==== PROVIDED INFORMATION

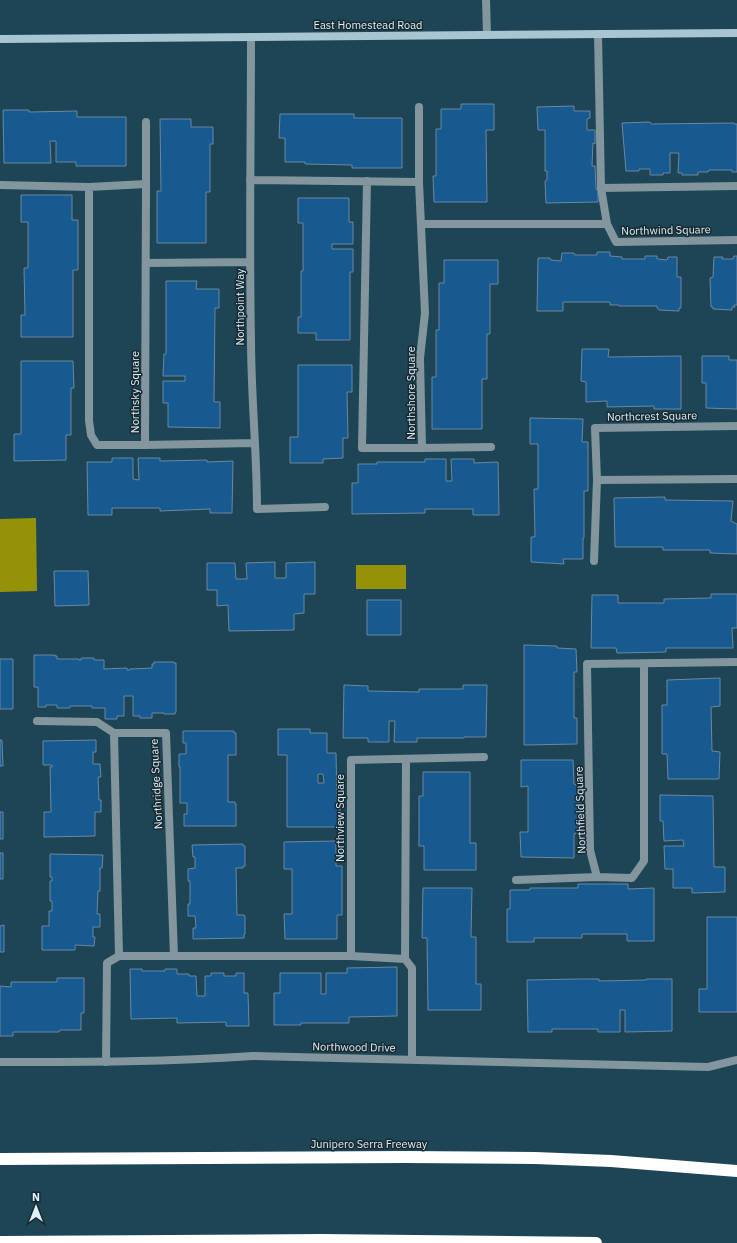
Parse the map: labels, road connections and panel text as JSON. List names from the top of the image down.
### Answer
{
  "streets": {
    "highway": ["Junipero Serra Freeway"],
    "main road": ["East Homestead Road"],
    "street": [
      "Northwind Square",
      "Northpoint Way",
      "Northsky Square",
      "Northshore Square",
      "Northcrest Square",
      "Northridge Square",
      "Northfield Square",
      "Northview Square",
      "Northwood Drive"
    ]
  },
  "crossings": [
    ["East Homestead Road", "Northpoint Way"]
  ],
  "north": "top"
}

========

* [AIM OF THE EXERCISE]
Each entry above should be reproduced exactly, with the pictures removed.

* [EXERCISE ANSWER]
Parse the map: labels, road connections and panel text as JSON. List names from the top of the image down.
### Answer
{
  "streets": {
    "highway": ["Junipero Serra Freeway"],
    "main road": ["East Homestead Road"],
    "street": [
      "Northwind Square",
      "Northpoint Way",
      "Northsky Square",
      "Northshore Square",
      "Northcrest Square",
      "Northridge Square",
      "Northfield Square",
      "Northview Square",
      "Northwood Drive"
    ]
  },
  "crossings": [
    ["East Homestead Road", "Northpoint Way"]
  ],
  "north": "top"
}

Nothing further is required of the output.